Let me ask you some questions - what are you allowed to decide about? Are
most things decided because we are told the answer or because we talk
together and find out whether we agree about things or not? Put another
way, Who decides whether tomatoes are food? We haven't always agreed about
that you know some people used to thing that tomatoes were poison (maybe
there are STILL some people who think so)
You might want to search for: history "electronic art" and find out if
anyone has written about that part of art history. I haven't looked yet.
If you look-up COMMODITY in the dictionary maybe you could decide if art
could be a commodity. (hint: could I pay an artist to make a picture to put
on my home page?)
You ask "Who ownes the art?" and "Are there copyright laws that protect
this type of art or is it understood by the artist that anyone can
capture it, change it or whatever?"
There are LOTS of rules about this and we are still making and changing
them. Copyright law is very complex. Generally we can say that the person
who own the copyright also owns the art. But that is not always true
because it is possible for the artist to specifically retain the
copyright even after she has sold the art. (have to read the fine print
there) Also there many aspects of copyright, someone might own the right
to first publish something (you see this in writing more) or the right to
publish on the internet or WWW... rights and ownership can be limited.

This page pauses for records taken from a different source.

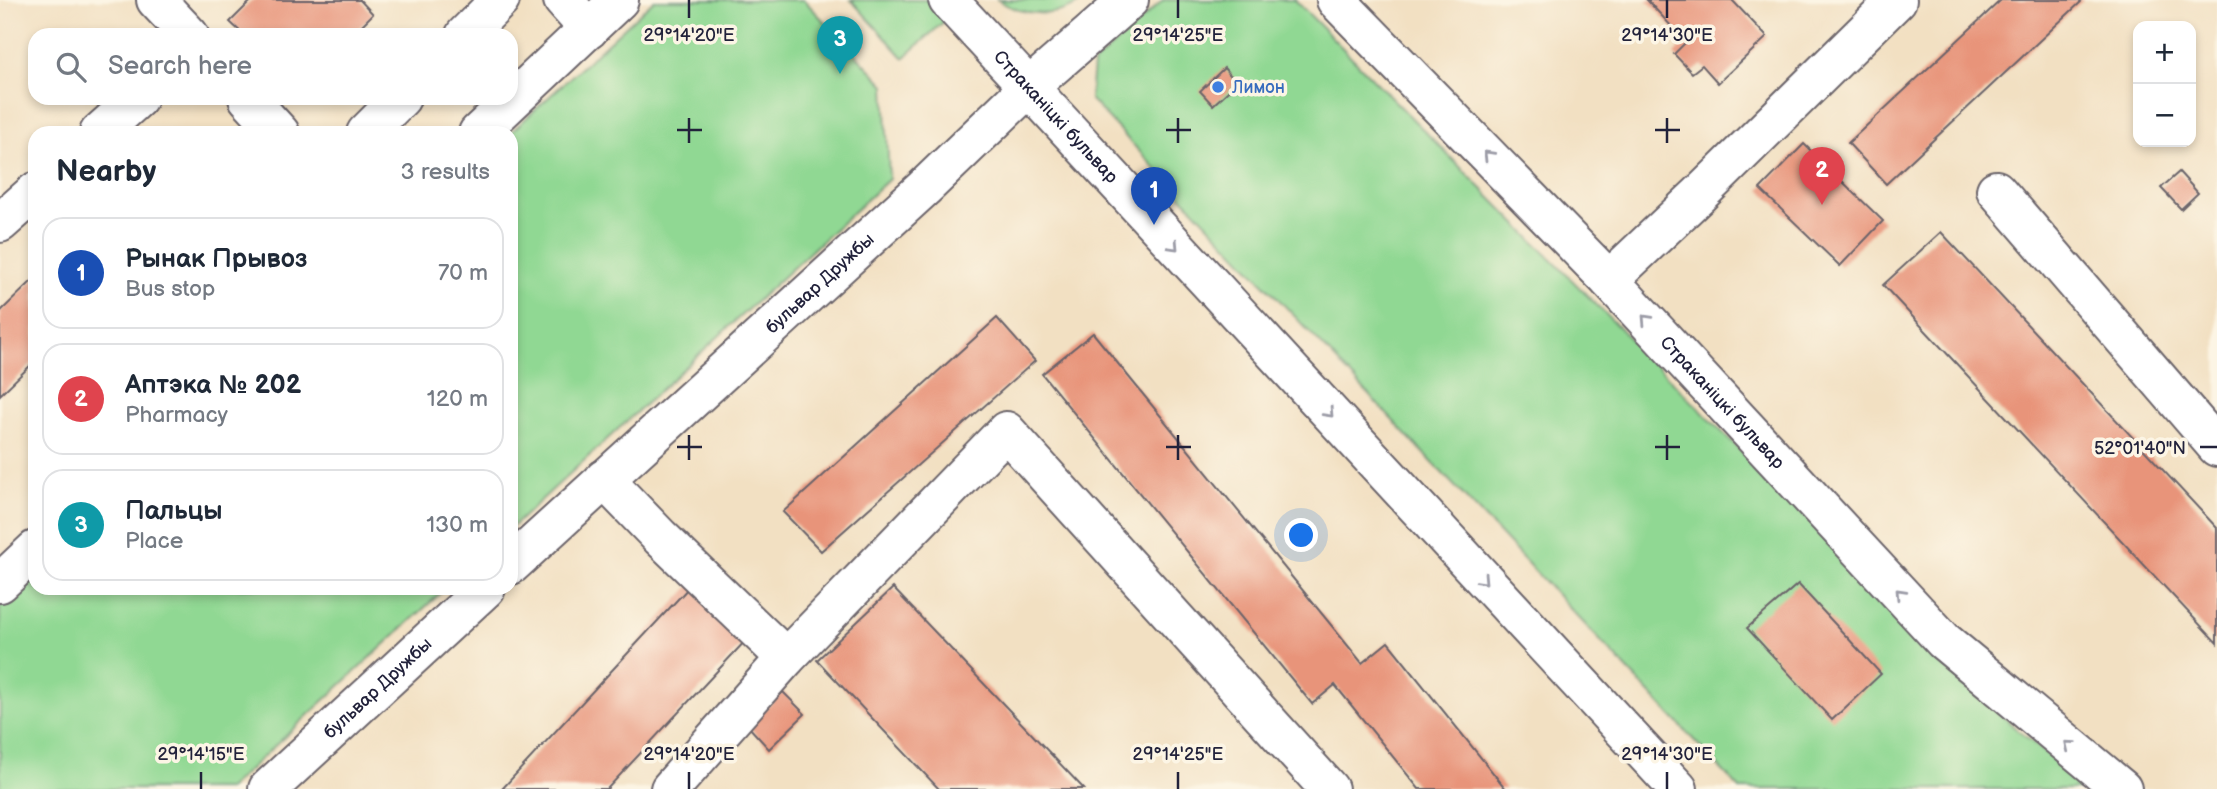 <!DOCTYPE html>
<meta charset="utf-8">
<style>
body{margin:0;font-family:"Balsamiq Sans",sans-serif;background:#f6f6f7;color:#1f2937}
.controls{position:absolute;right:21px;top:21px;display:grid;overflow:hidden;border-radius:14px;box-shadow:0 4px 10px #0003}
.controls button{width:63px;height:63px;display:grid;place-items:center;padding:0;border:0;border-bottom:2px solid #e0e1e3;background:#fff;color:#1f2937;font:35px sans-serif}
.you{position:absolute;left:1302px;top:536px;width:24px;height:24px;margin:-18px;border:5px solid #fff;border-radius:50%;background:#1a73e8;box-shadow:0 0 0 10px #1a73e833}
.badge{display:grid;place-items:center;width:46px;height:46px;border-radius:50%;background:#d93025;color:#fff;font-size:23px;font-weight:700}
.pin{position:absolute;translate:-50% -58px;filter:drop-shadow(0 2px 4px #0008)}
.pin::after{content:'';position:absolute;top:37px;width:24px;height:21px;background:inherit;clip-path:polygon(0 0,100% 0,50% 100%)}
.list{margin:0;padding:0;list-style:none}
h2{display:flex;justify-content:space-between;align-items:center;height:91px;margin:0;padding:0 28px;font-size:30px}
h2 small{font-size:23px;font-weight:400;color:#747a83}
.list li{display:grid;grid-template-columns:46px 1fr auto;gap:21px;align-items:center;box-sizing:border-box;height:112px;margin:0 14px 14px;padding:0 14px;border:2px solid #e0e1e3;border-radius:21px}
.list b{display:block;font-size:26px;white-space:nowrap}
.list p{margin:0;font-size:23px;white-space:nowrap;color:#747a83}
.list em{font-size:23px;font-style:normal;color:#747a83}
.icon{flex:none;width:38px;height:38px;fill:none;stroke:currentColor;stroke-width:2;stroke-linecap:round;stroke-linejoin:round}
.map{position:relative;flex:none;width:2217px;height:789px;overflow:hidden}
.search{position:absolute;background:#fff;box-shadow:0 4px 10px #0003;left:28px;top:28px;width:490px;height:77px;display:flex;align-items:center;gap:18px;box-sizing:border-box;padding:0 24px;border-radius:21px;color:#747a83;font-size:26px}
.panel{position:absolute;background:#fff;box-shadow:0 4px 10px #0003;left:28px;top:126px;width:490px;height:469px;border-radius:21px}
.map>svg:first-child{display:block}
.green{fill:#90d893;stroke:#597d67;stroke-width:2}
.building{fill:#e8947a}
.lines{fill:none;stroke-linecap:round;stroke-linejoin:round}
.minor-casing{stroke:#6b646a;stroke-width:42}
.minor{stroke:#fff;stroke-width:38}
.oneway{stroke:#9c9ca7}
.ticks{fill:none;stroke:#22223b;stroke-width:2.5}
.shop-dot{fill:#3f7fe0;stroke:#fcf5e5;stroke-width:2.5}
.labels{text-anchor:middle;stroke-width:7;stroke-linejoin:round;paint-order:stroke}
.shop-label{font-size:18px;fill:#366cbe;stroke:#fcf5e5;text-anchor:start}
.street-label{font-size:18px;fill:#22223b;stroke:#fcf5e5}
.ticks-label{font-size:18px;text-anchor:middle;fill:#22223b;stroke:#fcf5e5;stroke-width:7;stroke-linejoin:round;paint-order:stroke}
</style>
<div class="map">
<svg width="2217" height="789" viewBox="0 0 2217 789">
<rect width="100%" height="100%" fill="#fcf5e5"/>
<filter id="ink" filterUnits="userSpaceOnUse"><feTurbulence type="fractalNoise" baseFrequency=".0143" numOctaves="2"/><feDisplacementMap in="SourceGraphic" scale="14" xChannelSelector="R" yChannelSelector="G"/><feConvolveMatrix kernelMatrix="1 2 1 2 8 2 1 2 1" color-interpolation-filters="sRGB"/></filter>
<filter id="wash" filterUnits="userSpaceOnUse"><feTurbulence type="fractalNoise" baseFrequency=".00686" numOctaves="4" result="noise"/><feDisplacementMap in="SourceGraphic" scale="28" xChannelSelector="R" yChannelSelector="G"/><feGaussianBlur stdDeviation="1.57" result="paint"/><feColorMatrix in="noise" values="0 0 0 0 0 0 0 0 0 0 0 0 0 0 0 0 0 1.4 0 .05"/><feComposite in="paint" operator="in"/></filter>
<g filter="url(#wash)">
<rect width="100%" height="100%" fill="#f2e0c2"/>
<g class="green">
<path d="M654,0h150l81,85 4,94 -378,349 -1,-395z"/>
<path d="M851,0h82l16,17 -45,41z"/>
<path d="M998,0h85c-24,19 -60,17 -85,0z"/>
<path d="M1163,0h132l719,727 76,62h-350l-650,-690 3,-35z"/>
<path d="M35,575v13h411l-218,201h-228v-182z"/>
</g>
<g id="blocks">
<g class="building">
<path d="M252,0h108l13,14 -21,21h-46l-5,-4 -4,4h-53l-14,-13z"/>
<path d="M1647,0h85l35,37 -49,46 -16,-18 -10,8 -18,-19 12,-12z"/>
<path d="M2001,0h82l-197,184 -38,-41z"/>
<path d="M1224,68l13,15 -24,22 -13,-14z"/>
<path d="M1804,144l79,77 -43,45 -80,-77z"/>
<path d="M2179,172l19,21 -17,16 -20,-21z"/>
<path d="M1941,232l276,296v115l-334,-358z"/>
<path d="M35,278v83l-35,34v-83z"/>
<path d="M997,318l38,43 -214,190 -38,-39z"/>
<path d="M1093,333l269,330 26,-21 118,147h-87l-84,-104 -23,19 -270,-330z"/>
<path d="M1798,584l83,90 -49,46 -85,-92z"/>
<path d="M691,585l57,53 -141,151h-105z"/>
<path d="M893,588l191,201h-145l-122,-129z"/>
<path d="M783,692l22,22 -36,35 -21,-23z"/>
</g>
</g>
</g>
<g filter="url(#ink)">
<use href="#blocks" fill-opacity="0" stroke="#6b646a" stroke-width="2"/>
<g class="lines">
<defs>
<g id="minor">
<path d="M156,0l33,35"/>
<path d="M563,0l26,29"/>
<path id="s1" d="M948,0l730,789"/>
<path id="s2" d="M1336,0l273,280 335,361 178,148"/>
<path d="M465,35l35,-35"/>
<path d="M248,98l32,35"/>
<path d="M99,133l39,-35"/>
<path d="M366,133l35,-35"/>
<path d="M478,133l141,-133"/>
<path d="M1996,190l221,257"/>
<path d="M0,223l35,-31"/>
<path d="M1609,280l91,-86 197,-194"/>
<path d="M604,479l56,58 126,121 220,-227 323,358"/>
<path id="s3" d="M511,565l413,-377 104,-100 101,-88"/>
<path d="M0,583l35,-33"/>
<path id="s4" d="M268,789l218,-201"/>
<path d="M670,789l116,-131"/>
</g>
</defs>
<use href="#minor" class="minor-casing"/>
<use href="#minor" class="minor"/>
</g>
<defs><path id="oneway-chevron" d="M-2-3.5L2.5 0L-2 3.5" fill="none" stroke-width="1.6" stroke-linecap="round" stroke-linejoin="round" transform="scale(1.75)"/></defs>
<g class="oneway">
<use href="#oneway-chevron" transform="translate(1488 155) rotate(-134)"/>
<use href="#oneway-chevron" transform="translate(1174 246) rotate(47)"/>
<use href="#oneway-chevron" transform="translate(1646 319) rotate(-133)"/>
<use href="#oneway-chevron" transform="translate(1329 413) rotate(47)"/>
<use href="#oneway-chevron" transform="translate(1483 580) rotate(47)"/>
<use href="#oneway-chevron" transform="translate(1900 593) rotate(-133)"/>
<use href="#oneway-chevron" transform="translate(2069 745) rotate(-140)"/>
</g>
</g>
<path class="ticks" d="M689,0v18M1178,0v18M1667,0v18M689,118v25M1178,118v25M1667,118v25M677,130h25M1166,130h25M1655,130h25M689,435v25M1178,435v25M1667,435v25M677,447h25M1166,447h25M1655,447h25M2200,447h17M201,772v17M689,772v17M1178,772v17M1667,772v17"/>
<circle class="shop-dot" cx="1218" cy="87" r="7"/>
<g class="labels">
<g class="shop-label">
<text x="1232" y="93">Лимон</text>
</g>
<g class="street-label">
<text dy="6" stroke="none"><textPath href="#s1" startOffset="159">Страканіцкі бульвар</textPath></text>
<text dy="6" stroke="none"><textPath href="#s3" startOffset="418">бульвар Дружбы</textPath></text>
<text dy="6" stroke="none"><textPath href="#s2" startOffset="558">Страканіцкі бульвар</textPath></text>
<text dy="6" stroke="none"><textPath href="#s4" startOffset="149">бульвар Дружбы</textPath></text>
</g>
</g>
<g class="ticks-label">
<text x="689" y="41">29°14'20"E</text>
<text x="1178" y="41">29°14'25"E</text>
<text x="1667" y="41">29°14'30"E</text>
<text x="2140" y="454">52°01'40"N</text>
<text x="201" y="760">29°14'15"E</text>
<text x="689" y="760">29°14'20"E</text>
<text x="1178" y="760">29°14'25"E</text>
<text x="1667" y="760">29°14'30"E</text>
</g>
</svg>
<div class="controls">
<button>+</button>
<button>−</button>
</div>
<div class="you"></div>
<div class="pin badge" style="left:1154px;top:225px;background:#1a4fb4">1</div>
<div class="pin badge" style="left:1822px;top:205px;background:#e0444e">2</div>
<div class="pin badge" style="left:840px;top:74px;background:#0f9aa8">3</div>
<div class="search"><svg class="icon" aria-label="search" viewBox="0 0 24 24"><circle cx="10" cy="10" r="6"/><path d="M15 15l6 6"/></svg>Search here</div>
<section class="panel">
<h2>Nearby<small>3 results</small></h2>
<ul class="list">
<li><span class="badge" style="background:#1a4fb4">1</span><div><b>Рынак Прывоз</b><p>Bus stop</p></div><em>70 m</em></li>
<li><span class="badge" style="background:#e0444e">2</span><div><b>Аптэка № 202</b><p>Pharmacy</p></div><em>120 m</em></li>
<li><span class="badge" style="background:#0f9aa8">3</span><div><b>Пальцы</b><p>Place</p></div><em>130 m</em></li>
</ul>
</section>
</div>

If you can find the Basilisk homepage you will find some interesting
information on copyright (sorry I don't have their URL handy)
You wrote: "I was told in a class that Bill Gates is buying up some
copyrights on many pieces of artworks so that he can use or sell people a
charged $ rate on the web to view them. Is this true?"
Bill is aquiring imagery so that he can sell the right to USE the
imagery. In the case of at least one archive he has aquired it was already
being used in that way just not electronically or on the internet. I do
not know if he is intending to charge just to see them.